In the world today, information is increasingly available to all people. The latest developments in computing, information, and telecommunication technologies have sped up the production and dissemination of information. But information has to be converted into knowledge before being used to produce innovation. Since innovation is one of the drivers of growth and development, we will want to refer in this chapter to how economic actors use information to gain in efficiency and achieve a better performance that potentially leads to more prosperous economies. Aware of this fact, governments include Research & Development (R&D) related issues as targets. For example, research, development, and innovation are key policy components of the European Union (EU) strategy for economic growth, as presented in “Europe 2020”. The EU acknowledges that by fostering market take-up innovative goods and services, smart growth and job creation, which will be important in addressing societal challenges. Increased labour productivity, industrial competitiveness and the development of green and efficient resources are, thus, the final goals.

As shall be made clear below, most MENA countries are lagged with respect to the developed economies in terms of innovation capabilities. Our contribution is to give a broad overview useful both for academicians and practitioners in those countries regarding: the specific nature of innovation, how firms use innovation to acquire a sustainable advantage in the market by either competing or collaborating and, finally, how governments elsewhere have developed instruments and implemented policies that enhance innovation and ultimately economic growth. In doing so, we survey the mainstream economic literature that addresses these questions.

Just to provide a glimpse of the relevance of innovation in modern economies, some data are provided on three important features that characterize innovation. First, regarding the participation of innovation in Gross Domestic Product (GDP), note that the Gross Expenditure on R&D (GERD) as a percentage of GDP is in 2012 above 2.00 in all the mainstream economies, and this ratio is mainly increasing in the period 2002-12 (see Table 1a below for data of a sample of countries in the period 2002-12). A further relevant aspect of innovation is the public support governments provide in funding R&D activity. Table 2 shows the percentage of GERD financed by governments in a sample of countries. Note that about one third of the expenditure is financed by the governments in developed economies. This ratio is higher in most of the developing economies.

Key Terms in this Chapter

Efficiency Effect: If a monopolist would lose his privileged position in case the entrant, and not him, gets the non-drastic innovation, the monopolist is willing to pay more for the innovation, and incur greater R&D expenditure, to remain as a monopolist.

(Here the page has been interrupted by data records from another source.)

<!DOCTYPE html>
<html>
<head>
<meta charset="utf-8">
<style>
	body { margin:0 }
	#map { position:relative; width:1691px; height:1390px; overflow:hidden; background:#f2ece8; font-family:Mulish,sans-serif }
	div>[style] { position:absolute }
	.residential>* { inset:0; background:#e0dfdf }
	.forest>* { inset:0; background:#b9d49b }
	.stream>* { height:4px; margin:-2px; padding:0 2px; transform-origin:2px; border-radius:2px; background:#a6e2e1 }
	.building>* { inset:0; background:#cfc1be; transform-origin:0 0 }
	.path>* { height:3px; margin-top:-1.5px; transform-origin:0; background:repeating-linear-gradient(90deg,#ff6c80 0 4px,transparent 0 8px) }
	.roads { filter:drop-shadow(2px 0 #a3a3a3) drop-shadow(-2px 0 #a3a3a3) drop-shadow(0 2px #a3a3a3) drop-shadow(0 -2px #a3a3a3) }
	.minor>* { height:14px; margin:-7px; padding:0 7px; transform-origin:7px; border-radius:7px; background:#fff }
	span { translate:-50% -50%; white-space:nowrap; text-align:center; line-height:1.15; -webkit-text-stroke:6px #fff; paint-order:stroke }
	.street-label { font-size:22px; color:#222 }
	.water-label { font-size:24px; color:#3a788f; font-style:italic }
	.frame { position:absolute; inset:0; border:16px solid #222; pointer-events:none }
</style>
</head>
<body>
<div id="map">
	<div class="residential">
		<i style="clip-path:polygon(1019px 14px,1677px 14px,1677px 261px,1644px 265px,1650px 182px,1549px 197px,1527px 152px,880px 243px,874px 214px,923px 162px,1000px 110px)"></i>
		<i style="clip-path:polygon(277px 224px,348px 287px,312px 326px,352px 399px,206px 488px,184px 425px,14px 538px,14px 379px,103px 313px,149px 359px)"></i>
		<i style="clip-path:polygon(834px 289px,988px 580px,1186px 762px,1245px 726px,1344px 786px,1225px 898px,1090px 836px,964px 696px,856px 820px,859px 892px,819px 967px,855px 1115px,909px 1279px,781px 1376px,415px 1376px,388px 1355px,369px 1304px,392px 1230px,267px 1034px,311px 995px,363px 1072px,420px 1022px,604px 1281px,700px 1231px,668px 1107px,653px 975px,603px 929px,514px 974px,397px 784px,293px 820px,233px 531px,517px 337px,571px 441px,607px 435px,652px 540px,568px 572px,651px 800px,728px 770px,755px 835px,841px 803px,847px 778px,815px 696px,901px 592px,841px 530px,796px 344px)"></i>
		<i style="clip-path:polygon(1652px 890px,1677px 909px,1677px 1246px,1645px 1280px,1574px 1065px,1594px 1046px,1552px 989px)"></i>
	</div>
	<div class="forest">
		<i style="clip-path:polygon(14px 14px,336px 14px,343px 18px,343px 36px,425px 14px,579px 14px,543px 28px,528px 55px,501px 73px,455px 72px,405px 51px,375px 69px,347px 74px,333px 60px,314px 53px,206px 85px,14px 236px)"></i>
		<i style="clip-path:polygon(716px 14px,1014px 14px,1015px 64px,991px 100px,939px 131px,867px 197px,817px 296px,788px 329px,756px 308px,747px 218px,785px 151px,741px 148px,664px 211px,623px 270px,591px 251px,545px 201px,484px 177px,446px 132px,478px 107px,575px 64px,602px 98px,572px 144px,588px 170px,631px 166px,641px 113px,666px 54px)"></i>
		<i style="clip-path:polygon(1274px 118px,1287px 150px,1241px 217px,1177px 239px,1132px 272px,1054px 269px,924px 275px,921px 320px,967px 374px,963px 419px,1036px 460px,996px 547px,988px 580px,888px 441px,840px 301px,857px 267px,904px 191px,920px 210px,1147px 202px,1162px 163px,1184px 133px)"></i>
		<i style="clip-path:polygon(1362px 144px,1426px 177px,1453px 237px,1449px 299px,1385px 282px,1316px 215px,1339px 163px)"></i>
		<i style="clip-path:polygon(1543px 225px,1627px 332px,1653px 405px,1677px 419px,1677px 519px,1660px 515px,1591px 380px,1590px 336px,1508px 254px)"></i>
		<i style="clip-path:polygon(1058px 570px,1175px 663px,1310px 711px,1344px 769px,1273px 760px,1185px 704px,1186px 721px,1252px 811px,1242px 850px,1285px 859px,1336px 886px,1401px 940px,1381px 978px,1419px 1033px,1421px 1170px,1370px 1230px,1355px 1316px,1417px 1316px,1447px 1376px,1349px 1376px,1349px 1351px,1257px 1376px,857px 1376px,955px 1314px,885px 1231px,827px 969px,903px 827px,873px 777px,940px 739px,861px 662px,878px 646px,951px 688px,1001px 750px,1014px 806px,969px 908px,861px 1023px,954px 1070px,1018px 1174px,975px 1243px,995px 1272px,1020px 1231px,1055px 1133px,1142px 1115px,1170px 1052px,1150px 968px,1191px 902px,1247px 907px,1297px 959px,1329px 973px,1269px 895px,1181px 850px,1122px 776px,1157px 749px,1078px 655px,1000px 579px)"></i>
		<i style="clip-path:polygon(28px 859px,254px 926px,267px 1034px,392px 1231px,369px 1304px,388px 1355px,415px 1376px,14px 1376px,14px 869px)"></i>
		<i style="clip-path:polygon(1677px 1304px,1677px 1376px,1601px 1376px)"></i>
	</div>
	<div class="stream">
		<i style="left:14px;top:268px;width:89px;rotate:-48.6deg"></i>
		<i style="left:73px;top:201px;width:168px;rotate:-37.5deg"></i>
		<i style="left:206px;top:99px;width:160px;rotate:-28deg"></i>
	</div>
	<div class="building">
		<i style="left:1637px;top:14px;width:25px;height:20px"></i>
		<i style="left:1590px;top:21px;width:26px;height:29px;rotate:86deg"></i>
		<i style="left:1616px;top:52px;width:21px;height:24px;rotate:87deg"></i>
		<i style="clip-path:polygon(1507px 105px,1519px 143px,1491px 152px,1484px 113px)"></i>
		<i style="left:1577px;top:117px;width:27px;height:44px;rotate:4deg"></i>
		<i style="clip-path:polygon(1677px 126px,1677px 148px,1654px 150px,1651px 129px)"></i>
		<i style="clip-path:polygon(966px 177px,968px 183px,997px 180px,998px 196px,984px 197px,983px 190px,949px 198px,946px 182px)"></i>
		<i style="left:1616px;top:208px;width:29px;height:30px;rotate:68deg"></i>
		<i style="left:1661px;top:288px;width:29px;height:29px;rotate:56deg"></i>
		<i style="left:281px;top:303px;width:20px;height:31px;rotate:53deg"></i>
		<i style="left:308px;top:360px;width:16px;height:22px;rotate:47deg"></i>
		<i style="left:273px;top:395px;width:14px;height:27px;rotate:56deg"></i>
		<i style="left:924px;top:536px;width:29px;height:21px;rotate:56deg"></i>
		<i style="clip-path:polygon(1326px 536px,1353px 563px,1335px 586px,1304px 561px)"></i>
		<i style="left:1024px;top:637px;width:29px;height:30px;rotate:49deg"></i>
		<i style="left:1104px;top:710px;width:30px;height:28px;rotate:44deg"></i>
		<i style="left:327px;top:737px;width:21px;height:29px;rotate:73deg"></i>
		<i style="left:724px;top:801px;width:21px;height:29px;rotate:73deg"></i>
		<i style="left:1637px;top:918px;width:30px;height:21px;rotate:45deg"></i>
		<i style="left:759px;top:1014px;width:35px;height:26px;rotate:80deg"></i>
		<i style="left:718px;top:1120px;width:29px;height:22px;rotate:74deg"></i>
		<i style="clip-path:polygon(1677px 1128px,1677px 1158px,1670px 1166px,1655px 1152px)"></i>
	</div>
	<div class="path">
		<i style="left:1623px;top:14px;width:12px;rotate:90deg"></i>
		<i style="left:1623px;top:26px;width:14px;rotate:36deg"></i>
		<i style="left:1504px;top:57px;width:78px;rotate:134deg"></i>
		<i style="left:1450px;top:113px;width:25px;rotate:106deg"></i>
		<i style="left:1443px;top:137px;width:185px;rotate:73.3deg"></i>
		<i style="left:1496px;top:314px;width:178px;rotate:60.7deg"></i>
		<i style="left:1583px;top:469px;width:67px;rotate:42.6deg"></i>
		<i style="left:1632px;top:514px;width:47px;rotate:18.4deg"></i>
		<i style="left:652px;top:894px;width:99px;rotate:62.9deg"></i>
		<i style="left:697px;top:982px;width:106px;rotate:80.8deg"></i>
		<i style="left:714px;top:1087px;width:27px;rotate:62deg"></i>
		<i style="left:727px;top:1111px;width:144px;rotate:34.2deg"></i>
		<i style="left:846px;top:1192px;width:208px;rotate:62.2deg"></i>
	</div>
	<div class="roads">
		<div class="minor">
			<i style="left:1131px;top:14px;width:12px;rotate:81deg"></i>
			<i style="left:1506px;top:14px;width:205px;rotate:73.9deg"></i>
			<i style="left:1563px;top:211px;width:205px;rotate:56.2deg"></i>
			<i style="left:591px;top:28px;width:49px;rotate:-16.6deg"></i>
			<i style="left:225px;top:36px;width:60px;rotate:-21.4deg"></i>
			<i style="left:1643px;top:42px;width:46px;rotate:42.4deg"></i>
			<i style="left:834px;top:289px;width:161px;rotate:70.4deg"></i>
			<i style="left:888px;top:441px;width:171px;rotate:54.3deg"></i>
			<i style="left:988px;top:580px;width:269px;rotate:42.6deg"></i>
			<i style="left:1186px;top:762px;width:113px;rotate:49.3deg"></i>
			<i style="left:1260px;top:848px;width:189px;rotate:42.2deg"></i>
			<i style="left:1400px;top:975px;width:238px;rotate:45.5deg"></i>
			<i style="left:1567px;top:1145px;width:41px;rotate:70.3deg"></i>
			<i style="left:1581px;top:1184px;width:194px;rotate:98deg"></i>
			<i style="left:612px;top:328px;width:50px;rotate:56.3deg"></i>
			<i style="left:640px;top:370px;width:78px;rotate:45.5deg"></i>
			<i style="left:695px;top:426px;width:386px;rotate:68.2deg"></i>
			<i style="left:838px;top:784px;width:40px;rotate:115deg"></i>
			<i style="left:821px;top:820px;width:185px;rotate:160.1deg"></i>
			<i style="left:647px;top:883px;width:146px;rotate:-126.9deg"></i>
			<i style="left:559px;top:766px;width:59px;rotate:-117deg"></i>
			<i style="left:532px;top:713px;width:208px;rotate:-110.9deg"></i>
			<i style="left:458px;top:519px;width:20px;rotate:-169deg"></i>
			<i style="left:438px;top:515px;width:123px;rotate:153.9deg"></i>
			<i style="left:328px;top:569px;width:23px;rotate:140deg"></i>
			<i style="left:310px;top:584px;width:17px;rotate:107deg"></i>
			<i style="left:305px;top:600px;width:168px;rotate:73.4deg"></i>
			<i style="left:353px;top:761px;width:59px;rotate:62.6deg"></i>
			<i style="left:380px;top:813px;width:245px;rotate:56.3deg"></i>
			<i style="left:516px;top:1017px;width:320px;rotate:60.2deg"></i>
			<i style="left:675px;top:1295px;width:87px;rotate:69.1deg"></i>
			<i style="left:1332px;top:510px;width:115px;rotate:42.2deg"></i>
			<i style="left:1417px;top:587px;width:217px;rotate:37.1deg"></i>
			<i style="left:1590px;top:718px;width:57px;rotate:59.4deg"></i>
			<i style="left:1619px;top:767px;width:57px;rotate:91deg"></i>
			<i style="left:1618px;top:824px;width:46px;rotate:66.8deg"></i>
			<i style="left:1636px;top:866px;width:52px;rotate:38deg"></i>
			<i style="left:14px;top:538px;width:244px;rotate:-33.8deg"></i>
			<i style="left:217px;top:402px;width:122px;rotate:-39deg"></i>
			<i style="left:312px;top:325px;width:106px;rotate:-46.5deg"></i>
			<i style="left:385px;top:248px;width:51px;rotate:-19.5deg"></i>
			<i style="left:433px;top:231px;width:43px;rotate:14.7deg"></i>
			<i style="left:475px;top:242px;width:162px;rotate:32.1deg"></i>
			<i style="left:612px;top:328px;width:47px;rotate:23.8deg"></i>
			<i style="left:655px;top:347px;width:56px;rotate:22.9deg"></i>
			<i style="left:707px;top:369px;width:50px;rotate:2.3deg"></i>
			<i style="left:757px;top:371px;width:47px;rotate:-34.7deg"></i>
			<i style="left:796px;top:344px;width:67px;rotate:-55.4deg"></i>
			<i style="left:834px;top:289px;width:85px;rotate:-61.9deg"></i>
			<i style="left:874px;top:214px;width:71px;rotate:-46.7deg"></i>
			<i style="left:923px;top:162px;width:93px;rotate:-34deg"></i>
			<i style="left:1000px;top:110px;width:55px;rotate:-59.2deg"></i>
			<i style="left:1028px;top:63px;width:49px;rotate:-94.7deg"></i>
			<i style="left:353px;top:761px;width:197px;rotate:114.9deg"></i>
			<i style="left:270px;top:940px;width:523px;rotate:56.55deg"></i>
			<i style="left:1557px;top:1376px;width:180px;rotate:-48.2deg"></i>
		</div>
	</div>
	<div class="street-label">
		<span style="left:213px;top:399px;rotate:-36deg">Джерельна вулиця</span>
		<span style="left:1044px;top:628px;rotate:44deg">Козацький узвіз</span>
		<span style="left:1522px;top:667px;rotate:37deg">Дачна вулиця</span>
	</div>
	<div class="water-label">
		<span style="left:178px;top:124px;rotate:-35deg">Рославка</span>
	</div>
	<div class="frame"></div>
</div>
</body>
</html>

Information (One Bit Of): one bit of information is the amount of information needed to make a decision between two equally likely alternatives.

Replacement Effect: It indicates the lower incentive to innovate that a monopolist has, as compared to an entrant, when the innovation is drastic.

Absorptive capacity: The ability a firm has to incorporate knowledge to its routines and production processes.

Research Joint Venture (RJV): An association of firms or individuals formed to undertake a specific business research project.

Embodied Knowledge: Knowledge that is incorporated in goods and services.

Trade Policy: It encompasses tariffs (or subsidies) as well as non-tariff barriers (quotas, antidumping duties) used by governments that are related to trade among countries.

Licensing: The granting of the use of patented intellectual property to a third party (the licensee) by its owner (the licensor) in exchange of a payment.

Knowledge Spillovers: A particular kind of a positive externality such that the knowledge produced by one agent benefits other agents without receiving the former any kind of compensation or payment in return.

Innovation: Process of using, applying and transforming scientific and technical knowledge that makes available an application with commercial use.

Industrial Policy: The set of government interventions that, by way of taxes (or subsidies) and regulations on domestic outputs or inputs, have the goal of altering the resource allocation resulting from the free operation of the market.

Tacit Knowledge: What is in the mind of those who create it, uncodified and unpublished, differs across persons and it can only be partially transmitted by collaborations with colleagues or shared experiences.

Research And Development (R&D): Intellectual creation whose aim is to increase the stock of knowledge, and the use of this knowledge to create new applications. It includes three activities: basic research, applied research and experimental development.

Knowlegde: The complex use of information, data and experience which aims at finding the why and how of things.

Competition Policy: The set of policies that preserve fair competition in a way that welfare is not reduced; that is, the fighting of monopolization, collusion and other restrictive practices.

Patent: The exclusive property right a government grants to the inventor, for a limited period of time, in exchange for the detailed disclosure of the invention content.